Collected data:
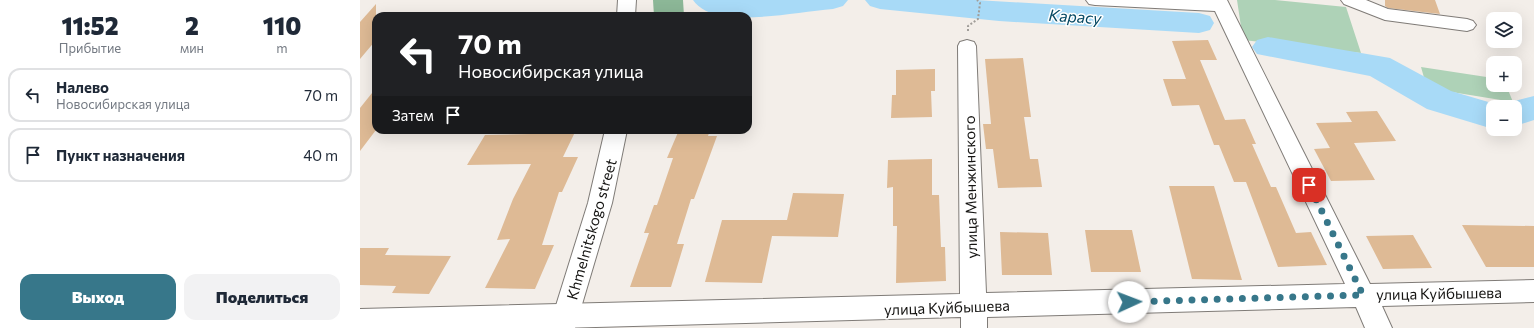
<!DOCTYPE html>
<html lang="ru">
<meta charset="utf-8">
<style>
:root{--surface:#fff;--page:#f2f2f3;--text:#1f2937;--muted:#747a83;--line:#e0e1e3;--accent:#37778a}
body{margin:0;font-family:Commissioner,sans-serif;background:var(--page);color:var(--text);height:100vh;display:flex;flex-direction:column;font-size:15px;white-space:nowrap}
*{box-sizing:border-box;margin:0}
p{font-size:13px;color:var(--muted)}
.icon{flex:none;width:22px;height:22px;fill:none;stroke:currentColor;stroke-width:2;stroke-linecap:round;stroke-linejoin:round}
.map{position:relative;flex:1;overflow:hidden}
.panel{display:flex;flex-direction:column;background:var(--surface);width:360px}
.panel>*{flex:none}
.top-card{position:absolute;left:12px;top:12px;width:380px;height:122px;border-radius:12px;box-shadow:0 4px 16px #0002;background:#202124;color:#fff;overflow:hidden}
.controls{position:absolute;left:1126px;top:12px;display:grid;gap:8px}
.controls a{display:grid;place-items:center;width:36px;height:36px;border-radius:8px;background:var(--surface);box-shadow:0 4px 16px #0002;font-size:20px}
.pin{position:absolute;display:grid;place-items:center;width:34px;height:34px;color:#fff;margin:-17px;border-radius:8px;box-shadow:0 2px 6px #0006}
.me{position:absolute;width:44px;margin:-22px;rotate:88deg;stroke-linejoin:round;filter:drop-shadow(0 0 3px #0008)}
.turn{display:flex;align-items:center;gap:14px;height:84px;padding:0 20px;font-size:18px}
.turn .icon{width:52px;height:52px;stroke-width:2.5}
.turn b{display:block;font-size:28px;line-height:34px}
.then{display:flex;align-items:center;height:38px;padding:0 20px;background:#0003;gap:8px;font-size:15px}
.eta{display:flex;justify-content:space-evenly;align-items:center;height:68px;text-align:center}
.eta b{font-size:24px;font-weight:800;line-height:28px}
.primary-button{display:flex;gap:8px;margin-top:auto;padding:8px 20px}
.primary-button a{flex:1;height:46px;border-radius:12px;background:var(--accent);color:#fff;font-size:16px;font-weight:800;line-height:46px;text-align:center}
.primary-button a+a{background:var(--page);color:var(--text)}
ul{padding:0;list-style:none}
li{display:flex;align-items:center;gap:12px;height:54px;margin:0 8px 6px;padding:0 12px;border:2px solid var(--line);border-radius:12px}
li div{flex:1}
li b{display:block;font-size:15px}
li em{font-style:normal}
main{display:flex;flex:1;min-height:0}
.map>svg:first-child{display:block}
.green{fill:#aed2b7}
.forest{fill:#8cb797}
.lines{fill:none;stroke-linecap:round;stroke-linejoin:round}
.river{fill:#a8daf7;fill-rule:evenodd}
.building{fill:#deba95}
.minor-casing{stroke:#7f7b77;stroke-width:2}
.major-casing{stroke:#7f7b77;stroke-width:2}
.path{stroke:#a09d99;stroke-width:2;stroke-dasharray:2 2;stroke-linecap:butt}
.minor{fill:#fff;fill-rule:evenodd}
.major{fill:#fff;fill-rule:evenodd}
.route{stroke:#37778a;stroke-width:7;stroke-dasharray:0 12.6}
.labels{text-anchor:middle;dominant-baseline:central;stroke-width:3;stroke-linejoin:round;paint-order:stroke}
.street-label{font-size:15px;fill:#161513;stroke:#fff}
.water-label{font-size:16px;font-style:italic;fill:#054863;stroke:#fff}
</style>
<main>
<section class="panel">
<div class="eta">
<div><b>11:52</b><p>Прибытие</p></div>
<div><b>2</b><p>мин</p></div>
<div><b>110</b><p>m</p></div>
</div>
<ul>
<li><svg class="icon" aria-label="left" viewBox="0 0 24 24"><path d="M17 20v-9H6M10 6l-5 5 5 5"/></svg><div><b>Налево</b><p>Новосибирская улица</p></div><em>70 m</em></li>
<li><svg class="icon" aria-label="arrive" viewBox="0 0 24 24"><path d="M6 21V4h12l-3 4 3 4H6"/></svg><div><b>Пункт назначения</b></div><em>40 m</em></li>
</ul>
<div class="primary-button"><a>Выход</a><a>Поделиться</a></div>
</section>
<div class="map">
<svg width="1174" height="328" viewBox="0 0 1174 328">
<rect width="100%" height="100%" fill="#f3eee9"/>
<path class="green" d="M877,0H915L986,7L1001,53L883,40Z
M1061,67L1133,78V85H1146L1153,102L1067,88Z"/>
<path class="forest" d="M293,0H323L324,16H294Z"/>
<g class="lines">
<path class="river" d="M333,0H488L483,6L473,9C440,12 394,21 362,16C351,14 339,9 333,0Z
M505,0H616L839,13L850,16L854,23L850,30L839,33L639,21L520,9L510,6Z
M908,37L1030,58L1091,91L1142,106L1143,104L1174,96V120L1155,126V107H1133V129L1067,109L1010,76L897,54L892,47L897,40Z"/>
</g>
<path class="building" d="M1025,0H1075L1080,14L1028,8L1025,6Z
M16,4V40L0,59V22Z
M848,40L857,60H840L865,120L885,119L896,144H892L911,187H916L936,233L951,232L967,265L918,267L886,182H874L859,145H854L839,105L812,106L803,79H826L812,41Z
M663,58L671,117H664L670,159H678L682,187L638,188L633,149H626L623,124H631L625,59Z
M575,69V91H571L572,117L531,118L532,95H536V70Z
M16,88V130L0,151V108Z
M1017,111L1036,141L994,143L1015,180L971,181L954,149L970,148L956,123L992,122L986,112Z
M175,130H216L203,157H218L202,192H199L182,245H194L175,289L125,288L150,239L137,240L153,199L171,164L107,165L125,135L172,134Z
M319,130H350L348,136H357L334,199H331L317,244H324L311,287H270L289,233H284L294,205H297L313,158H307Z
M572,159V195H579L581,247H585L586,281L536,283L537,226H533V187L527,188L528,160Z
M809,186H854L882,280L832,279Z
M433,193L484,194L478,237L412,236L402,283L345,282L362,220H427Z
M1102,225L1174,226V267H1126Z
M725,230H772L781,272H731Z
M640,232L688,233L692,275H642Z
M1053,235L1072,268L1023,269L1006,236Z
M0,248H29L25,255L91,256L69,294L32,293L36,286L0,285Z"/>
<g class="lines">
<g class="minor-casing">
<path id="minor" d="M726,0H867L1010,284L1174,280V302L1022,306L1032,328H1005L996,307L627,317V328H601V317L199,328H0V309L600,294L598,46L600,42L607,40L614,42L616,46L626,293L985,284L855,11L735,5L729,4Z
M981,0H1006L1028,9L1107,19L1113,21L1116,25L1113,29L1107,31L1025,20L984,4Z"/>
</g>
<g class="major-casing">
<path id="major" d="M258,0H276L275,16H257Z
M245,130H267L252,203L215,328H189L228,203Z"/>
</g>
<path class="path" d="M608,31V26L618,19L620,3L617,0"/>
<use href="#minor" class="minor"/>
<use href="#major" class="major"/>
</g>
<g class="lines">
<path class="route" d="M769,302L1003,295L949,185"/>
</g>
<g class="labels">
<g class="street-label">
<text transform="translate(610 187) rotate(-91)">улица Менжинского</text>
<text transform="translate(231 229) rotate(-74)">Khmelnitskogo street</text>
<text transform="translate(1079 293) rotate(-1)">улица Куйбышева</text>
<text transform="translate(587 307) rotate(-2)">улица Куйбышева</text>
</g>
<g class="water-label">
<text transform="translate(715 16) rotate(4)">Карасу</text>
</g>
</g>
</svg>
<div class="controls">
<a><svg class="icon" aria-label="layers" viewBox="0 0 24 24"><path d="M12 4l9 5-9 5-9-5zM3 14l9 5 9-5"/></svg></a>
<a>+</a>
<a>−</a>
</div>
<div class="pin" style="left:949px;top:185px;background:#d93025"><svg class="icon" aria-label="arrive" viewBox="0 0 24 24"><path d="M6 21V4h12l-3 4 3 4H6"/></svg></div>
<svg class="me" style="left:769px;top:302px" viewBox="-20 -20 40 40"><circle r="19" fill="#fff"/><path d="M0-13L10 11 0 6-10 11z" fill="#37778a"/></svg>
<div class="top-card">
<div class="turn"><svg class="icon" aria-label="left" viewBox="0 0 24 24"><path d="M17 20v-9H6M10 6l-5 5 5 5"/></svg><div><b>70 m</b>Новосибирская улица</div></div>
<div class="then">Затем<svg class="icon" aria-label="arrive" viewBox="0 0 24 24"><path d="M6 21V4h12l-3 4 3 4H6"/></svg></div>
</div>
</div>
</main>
==
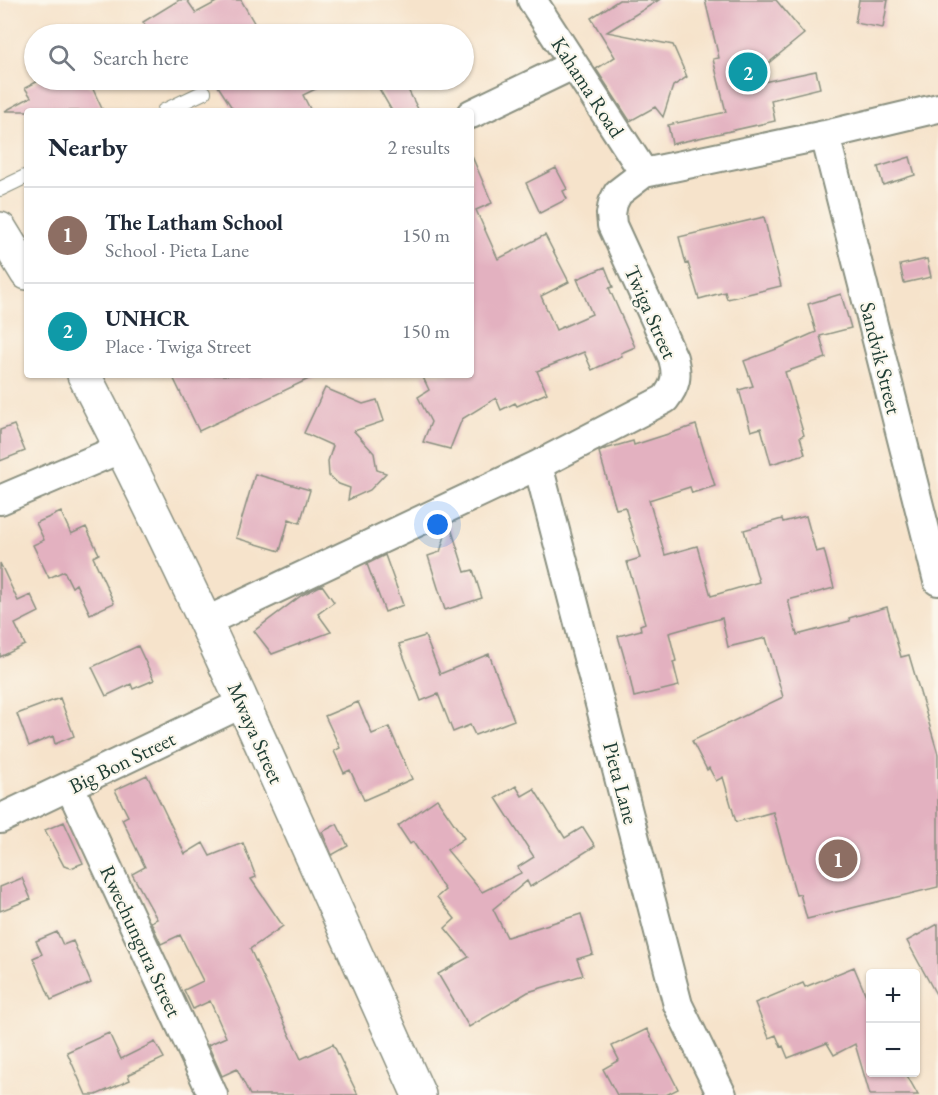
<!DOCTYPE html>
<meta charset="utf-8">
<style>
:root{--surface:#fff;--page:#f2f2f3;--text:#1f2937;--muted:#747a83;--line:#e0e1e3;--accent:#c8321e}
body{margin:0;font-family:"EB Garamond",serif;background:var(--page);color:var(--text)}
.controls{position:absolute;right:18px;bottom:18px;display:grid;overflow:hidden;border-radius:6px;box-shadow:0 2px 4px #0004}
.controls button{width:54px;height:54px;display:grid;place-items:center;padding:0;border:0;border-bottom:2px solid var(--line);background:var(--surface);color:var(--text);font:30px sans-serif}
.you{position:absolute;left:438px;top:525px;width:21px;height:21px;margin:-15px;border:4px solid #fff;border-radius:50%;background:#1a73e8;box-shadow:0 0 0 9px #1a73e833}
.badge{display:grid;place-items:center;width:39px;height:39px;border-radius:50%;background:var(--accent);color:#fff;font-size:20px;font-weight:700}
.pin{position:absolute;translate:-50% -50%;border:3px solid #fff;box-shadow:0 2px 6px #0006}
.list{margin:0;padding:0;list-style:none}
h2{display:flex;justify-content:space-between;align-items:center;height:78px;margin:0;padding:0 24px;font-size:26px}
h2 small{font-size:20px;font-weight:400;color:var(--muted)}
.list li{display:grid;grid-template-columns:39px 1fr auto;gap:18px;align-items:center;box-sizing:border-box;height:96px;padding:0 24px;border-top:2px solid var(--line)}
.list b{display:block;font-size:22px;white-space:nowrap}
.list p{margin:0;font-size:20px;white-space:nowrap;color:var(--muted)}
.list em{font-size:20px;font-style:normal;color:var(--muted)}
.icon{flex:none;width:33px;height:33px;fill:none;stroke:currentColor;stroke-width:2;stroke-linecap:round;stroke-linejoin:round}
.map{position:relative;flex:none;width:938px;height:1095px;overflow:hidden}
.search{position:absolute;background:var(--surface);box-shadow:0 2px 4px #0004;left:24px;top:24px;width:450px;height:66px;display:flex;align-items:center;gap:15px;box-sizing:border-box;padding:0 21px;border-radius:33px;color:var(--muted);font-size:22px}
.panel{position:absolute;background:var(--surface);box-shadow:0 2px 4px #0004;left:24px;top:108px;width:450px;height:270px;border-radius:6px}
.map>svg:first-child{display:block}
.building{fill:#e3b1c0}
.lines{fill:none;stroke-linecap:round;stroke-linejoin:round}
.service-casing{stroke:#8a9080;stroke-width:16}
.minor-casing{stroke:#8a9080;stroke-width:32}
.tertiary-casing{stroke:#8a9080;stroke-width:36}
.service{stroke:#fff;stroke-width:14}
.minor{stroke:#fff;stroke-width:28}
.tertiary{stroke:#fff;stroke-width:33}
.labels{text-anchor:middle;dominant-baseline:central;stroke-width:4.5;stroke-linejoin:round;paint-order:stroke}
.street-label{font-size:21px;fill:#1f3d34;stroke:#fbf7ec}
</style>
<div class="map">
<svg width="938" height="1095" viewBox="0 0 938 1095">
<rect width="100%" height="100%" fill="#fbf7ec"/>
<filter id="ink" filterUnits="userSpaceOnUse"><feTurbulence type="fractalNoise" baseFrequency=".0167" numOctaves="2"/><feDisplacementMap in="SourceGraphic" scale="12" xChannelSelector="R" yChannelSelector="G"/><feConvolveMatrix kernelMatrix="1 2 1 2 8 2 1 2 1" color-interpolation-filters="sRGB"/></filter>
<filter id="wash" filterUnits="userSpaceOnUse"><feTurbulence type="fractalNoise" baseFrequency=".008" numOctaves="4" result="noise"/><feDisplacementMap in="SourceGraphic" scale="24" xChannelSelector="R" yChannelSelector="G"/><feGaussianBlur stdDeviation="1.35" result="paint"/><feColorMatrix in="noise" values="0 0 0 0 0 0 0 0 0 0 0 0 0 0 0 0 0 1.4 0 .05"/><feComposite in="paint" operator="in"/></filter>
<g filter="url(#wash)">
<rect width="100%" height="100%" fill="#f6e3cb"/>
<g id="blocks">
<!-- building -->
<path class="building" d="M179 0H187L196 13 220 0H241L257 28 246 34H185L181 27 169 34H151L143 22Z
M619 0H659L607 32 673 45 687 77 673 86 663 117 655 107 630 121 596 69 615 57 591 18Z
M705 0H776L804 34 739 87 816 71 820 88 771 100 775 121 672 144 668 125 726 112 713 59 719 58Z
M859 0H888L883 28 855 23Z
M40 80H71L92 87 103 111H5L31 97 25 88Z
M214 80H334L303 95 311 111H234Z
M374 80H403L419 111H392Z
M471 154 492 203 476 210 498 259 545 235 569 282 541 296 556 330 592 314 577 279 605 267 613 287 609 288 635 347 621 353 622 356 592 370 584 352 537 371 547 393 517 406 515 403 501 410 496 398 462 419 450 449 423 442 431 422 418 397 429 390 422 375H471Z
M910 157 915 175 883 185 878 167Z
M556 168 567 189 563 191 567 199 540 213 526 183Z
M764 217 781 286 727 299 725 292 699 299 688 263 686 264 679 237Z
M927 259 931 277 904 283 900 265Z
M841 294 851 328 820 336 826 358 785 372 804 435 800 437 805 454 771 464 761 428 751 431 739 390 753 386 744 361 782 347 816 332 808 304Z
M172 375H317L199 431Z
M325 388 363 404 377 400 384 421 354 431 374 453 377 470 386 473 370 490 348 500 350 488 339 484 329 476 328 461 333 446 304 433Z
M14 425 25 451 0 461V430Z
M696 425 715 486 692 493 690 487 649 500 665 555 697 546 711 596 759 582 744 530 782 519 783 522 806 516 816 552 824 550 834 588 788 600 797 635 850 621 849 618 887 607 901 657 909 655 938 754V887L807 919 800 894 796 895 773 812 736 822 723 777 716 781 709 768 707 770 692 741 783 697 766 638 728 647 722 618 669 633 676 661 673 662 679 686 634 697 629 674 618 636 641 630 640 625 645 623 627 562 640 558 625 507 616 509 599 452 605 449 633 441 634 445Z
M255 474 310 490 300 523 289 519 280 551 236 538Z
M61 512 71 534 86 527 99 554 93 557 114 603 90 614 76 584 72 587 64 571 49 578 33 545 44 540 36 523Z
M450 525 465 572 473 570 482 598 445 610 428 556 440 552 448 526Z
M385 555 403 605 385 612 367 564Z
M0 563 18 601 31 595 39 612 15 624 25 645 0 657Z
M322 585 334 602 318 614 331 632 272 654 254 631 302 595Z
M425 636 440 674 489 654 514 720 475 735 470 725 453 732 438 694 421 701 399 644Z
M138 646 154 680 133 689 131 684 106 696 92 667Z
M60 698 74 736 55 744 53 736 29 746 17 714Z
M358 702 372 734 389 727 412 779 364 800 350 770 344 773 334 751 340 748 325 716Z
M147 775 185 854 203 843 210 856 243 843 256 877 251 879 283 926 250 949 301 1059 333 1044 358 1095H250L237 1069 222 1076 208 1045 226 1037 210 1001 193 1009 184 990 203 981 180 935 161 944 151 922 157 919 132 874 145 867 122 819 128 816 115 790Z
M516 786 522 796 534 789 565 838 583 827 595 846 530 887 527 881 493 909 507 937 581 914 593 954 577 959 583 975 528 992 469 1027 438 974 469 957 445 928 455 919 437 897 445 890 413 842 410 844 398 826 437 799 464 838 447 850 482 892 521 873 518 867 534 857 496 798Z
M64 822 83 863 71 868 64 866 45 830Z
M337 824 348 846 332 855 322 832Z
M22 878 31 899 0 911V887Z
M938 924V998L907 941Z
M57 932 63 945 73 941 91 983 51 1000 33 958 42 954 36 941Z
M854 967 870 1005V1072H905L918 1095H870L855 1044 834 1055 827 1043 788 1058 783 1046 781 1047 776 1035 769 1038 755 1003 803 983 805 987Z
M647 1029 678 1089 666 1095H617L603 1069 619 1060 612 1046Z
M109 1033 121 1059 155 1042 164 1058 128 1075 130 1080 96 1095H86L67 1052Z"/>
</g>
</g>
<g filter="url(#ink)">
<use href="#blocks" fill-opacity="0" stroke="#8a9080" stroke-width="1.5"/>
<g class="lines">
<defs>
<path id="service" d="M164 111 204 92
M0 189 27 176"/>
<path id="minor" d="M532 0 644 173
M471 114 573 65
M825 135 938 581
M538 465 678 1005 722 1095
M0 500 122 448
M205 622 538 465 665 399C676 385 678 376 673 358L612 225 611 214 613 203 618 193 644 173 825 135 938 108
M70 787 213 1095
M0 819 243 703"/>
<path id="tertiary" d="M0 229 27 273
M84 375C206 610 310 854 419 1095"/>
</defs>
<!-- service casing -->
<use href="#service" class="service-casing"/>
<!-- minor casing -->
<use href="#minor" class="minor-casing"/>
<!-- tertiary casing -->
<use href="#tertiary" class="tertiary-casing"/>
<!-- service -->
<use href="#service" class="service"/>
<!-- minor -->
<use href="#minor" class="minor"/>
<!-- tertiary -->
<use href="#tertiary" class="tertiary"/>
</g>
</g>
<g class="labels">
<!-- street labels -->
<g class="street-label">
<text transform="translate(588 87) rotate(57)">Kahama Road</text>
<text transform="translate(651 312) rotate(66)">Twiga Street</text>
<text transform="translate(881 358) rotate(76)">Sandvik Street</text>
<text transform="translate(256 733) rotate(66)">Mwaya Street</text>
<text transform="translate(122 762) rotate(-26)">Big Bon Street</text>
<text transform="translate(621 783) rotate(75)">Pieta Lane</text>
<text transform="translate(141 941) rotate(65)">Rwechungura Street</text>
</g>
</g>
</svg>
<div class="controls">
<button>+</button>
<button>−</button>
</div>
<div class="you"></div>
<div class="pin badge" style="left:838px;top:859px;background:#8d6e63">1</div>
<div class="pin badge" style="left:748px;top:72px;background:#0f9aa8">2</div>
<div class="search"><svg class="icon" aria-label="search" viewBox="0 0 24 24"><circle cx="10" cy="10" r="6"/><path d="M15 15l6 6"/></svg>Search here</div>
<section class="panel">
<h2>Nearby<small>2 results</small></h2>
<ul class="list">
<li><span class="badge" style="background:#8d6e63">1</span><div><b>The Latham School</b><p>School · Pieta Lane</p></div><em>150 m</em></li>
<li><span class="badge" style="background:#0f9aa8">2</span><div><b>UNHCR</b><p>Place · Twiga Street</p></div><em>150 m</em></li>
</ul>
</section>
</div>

__EXERCISE DESCRIPTION__:
Report all lines in the records that include the string "numOctaves".

__RESPONSE TO THIS TASK__:
<filter id="ink" filterUnits="userSpaceOnUse"><feTurbulence type="fractalNoise" baseFrequency=".0167" numOctaves="2"/><feDisplacementMap in="SourceGraphic" scale="12" xChannelSelector="R" yChannelSelector="G"/><feConvolveMatrix kernelMatrix="1 2 1 2 8 2 1 2 1" color-interpolation-filters="sRGB"/></filter>
<filter id="wash" filterUnits="userSpaceOnUse"><feTurbulence type="fractalNoise" baseFrequency=".008" numOctaves="4" result="noise"/><feDisplacementMap in="SourceGraphic" scale="24" xChannelSelector="R" yChannelSelector="G"/><feGaussianBlur stdDeviation="1.35" result="paint"/><feColorMatrix in="noise" values="0 0 0 0 0 0 0 0 0 0 0 0 0 0 0 0 0 1.4 0 .05"/><feComposite in="paint" operator="in"/></filter>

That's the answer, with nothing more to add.